Dataset items:
--- START ---

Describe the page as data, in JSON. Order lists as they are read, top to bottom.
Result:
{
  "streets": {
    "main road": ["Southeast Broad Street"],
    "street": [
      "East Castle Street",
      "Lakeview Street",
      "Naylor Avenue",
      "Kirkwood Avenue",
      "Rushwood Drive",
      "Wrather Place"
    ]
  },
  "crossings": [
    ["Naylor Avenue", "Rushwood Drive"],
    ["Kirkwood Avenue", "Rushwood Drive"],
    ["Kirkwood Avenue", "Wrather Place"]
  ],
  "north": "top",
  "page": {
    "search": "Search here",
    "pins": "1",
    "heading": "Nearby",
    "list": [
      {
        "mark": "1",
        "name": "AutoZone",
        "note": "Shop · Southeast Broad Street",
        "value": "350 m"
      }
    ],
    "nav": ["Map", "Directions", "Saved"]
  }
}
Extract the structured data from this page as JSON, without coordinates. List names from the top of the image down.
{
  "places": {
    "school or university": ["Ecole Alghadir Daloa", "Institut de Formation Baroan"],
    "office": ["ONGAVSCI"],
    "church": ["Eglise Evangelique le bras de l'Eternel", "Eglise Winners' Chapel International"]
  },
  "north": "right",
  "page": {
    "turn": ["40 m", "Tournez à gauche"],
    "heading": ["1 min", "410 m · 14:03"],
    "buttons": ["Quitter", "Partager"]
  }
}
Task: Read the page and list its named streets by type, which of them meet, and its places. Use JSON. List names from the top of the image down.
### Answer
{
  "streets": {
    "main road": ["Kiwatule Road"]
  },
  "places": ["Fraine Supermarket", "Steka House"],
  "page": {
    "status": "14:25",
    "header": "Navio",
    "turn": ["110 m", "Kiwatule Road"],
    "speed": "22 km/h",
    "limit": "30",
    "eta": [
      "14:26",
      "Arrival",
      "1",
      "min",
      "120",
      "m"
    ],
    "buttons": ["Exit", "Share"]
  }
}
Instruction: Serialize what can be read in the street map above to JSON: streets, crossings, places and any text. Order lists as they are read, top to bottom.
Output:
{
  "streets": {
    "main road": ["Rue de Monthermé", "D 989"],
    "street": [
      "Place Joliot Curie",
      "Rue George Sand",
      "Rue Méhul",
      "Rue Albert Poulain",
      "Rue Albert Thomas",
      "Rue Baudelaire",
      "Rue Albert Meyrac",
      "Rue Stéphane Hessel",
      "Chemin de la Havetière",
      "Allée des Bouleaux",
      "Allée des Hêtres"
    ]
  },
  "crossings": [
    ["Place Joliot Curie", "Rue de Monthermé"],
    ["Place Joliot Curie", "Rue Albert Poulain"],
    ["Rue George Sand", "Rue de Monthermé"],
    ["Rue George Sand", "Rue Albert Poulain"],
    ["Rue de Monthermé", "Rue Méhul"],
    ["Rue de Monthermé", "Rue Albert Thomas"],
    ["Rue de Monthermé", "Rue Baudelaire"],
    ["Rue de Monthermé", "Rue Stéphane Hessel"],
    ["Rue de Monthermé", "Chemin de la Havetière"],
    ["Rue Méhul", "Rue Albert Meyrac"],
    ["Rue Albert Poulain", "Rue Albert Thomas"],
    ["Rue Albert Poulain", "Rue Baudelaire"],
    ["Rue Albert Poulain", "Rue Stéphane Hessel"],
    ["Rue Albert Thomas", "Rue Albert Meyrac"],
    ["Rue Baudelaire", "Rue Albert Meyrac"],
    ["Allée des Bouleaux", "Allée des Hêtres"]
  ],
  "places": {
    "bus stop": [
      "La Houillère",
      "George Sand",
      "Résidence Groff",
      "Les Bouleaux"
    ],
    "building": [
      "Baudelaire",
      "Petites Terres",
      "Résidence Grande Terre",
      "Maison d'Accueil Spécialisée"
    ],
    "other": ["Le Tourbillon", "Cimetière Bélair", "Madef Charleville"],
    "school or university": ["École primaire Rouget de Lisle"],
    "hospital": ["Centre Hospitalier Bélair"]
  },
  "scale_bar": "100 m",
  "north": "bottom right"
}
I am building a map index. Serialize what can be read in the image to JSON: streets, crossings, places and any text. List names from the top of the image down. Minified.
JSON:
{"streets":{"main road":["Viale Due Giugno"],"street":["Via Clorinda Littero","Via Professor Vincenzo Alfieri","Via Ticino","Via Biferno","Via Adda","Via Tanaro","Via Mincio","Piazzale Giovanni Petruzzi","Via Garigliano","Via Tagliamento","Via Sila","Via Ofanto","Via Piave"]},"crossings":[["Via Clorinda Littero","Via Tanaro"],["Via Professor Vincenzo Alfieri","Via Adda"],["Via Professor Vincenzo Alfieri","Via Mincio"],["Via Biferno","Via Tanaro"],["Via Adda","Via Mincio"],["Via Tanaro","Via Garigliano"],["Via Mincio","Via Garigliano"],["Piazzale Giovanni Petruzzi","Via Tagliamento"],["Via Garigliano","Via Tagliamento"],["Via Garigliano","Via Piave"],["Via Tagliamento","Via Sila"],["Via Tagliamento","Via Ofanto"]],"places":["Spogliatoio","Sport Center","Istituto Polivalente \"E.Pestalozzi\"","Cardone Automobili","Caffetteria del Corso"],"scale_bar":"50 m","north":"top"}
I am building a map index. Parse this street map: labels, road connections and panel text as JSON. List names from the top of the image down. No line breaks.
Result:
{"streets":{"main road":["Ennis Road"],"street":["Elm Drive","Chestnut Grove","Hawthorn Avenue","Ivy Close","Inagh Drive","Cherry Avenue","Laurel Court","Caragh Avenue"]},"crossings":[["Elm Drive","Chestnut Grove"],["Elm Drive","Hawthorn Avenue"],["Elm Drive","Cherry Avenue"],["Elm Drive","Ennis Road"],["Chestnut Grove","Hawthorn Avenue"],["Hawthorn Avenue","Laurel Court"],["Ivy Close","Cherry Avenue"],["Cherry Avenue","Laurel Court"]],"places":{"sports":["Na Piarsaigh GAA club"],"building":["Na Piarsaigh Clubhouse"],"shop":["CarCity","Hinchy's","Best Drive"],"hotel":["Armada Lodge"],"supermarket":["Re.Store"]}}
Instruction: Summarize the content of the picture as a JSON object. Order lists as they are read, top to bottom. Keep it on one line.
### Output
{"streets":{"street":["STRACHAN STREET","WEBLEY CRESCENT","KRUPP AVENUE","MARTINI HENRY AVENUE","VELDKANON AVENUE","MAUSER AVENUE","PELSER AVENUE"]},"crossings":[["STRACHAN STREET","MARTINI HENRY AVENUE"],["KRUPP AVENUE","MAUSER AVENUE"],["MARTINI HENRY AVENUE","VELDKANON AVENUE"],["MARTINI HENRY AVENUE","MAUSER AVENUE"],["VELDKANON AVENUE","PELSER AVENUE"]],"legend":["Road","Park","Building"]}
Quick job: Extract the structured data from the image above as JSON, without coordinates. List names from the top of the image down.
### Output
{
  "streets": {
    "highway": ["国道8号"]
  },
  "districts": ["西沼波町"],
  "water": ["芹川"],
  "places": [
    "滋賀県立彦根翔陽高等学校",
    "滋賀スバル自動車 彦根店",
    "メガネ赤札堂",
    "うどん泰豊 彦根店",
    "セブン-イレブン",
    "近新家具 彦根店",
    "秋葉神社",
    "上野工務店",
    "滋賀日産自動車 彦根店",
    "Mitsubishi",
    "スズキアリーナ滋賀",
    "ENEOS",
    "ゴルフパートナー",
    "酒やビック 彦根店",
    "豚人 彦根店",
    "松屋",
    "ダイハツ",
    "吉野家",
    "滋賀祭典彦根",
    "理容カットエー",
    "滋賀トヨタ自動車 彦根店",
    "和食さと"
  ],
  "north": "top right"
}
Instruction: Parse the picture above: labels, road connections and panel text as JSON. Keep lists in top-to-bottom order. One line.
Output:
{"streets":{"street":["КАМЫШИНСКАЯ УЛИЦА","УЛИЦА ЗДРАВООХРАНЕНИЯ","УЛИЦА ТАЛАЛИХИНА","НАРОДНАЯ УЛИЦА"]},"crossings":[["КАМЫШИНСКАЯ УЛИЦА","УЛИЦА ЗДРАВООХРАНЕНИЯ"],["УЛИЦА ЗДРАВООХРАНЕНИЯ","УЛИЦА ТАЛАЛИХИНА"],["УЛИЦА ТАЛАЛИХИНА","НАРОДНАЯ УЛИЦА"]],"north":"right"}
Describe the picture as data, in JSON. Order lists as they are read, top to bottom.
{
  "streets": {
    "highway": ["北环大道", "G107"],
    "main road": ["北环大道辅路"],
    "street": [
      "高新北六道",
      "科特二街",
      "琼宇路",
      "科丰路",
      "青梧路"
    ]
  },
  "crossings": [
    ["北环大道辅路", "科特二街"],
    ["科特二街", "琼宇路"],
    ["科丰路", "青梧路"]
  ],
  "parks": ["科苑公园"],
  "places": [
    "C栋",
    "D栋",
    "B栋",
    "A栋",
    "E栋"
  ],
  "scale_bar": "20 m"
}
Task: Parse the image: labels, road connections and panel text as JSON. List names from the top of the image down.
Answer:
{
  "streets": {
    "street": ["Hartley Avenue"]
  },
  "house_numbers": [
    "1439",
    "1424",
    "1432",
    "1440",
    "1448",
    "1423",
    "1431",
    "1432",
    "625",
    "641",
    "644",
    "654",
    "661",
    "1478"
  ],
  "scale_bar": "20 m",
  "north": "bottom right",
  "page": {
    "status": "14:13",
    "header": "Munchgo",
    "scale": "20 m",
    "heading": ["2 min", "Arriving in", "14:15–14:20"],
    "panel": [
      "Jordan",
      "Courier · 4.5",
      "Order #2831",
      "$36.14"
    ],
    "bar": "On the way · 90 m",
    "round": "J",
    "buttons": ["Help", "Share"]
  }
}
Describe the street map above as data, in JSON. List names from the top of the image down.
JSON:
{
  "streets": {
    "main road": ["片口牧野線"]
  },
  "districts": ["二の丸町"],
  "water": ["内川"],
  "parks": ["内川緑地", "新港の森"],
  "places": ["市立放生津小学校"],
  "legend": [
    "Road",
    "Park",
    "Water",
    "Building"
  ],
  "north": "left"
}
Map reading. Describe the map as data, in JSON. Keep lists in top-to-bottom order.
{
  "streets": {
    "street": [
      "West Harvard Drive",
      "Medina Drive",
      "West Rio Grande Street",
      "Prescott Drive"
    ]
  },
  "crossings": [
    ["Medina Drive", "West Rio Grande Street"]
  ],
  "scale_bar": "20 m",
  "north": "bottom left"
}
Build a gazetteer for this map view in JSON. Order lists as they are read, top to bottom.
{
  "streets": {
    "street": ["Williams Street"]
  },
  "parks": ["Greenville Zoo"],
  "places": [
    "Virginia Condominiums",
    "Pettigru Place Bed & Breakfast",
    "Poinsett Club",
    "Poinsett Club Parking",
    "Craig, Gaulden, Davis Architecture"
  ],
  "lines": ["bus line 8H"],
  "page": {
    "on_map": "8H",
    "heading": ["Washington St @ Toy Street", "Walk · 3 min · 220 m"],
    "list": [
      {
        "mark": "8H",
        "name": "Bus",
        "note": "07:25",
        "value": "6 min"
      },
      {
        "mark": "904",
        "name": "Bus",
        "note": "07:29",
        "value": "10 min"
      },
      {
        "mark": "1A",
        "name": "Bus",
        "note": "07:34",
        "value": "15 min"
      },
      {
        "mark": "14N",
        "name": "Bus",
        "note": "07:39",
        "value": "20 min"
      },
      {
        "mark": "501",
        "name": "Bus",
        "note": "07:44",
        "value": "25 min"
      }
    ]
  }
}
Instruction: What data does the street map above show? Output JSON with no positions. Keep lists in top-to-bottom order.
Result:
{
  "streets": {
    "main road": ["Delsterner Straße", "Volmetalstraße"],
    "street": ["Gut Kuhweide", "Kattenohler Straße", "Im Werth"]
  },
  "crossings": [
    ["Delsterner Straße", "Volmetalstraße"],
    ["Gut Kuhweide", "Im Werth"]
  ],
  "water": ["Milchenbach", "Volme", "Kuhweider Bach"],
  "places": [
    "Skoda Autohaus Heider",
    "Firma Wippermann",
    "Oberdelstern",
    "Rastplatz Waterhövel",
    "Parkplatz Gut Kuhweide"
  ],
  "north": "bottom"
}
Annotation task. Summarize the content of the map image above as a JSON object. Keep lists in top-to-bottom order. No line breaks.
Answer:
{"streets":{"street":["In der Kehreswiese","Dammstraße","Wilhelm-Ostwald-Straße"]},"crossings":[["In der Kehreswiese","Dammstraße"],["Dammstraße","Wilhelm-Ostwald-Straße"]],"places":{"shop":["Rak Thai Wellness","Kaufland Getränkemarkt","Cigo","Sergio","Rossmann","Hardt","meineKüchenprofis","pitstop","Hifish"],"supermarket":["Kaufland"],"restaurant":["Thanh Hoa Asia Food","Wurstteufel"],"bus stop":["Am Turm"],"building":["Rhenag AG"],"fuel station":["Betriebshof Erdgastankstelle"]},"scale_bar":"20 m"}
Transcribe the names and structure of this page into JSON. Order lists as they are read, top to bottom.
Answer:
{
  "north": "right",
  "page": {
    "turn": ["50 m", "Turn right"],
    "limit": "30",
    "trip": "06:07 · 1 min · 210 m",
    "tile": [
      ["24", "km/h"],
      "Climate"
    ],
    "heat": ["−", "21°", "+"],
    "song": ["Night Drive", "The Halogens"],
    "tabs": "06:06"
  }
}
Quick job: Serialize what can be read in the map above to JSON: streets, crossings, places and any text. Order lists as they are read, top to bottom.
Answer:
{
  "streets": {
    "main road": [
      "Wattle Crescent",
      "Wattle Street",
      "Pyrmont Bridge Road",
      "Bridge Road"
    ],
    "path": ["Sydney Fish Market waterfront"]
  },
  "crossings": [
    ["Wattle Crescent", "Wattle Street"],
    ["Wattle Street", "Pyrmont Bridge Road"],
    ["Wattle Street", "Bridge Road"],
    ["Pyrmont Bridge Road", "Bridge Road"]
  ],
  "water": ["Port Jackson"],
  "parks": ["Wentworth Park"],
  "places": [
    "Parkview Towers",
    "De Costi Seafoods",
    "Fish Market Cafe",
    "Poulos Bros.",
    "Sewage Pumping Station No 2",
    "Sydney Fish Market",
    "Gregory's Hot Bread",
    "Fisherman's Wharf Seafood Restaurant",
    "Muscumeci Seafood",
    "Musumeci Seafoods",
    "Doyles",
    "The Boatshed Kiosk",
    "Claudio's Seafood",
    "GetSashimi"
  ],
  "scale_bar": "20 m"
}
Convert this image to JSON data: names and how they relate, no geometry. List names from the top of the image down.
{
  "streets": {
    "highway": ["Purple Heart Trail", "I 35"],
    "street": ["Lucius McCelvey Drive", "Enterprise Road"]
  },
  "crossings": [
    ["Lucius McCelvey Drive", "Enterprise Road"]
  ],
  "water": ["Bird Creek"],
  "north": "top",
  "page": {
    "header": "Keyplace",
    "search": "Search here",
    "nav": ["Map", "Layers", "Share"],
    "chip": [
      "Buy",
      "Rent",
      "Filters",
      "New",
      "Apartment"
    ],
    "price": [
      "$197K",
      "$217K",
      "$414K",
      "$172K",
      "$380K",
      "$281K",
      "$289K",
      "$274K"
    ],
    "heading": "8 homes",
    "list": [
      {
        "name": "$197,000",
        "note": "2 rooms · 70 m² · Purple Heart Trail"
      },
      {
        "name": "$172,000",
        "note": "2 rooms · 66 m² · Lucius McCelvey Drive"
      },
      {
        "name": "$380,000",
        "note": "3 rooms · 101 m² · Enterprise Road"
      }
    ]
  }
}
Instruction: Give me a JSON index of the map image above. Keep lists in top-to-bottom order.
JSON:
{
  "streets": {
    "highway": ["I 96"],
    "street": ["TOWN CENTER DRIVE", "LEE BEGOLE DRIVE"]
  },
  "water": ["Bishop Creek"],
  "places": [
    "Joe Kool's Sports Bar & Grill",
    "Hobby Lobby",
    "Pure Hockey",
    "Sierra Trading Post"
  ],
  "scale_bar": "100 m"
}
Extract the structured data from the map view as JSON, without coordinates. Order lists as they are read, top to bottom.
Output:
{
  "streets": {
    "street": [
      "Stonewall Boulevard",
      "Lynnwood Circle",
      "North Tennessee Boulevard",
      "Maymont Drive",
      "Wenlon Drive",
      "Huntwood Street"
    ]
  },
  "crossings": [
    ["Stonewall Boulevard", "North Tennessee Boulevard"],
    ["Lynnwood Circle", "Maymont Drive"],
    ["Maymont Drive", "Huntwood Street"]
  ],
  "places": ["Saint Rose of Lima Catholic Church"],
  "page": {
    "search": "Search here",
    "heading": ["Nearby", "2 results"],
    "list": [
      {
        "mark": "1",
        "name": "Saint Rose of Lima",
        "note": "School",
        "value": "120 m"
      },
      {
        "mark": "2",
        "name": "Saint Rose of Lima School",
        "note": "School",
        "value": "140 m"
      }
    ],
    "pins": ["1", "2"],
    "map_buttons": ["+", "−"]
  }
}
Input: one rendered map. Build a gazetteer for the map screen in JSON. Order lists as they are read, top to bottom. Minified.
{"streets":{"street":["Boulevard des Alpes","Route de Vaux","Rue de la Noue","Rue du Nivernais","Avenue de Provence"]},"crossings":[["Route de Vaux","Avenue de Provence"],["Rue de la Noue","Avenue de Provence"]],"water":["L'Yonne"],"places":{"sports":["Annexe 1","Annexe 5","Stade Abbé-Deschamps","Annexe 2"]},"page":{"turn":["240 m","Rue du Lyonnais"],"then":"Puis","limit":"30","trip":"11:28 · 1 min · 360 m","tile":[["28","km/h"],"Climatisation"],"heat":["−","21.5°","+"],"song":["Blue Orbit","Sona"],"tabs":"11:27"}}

--- END ---

Every line of the records containing the word "content" must appear in the answer.

Instruction: Summarize the content of the picture as a JSON object. Order lists as they are read, top to bottom. Keep it on one line.
Annotation task. Summarize the content of the map image above as a JSON object. Keep lists in top-to-bottom order. No line breaks.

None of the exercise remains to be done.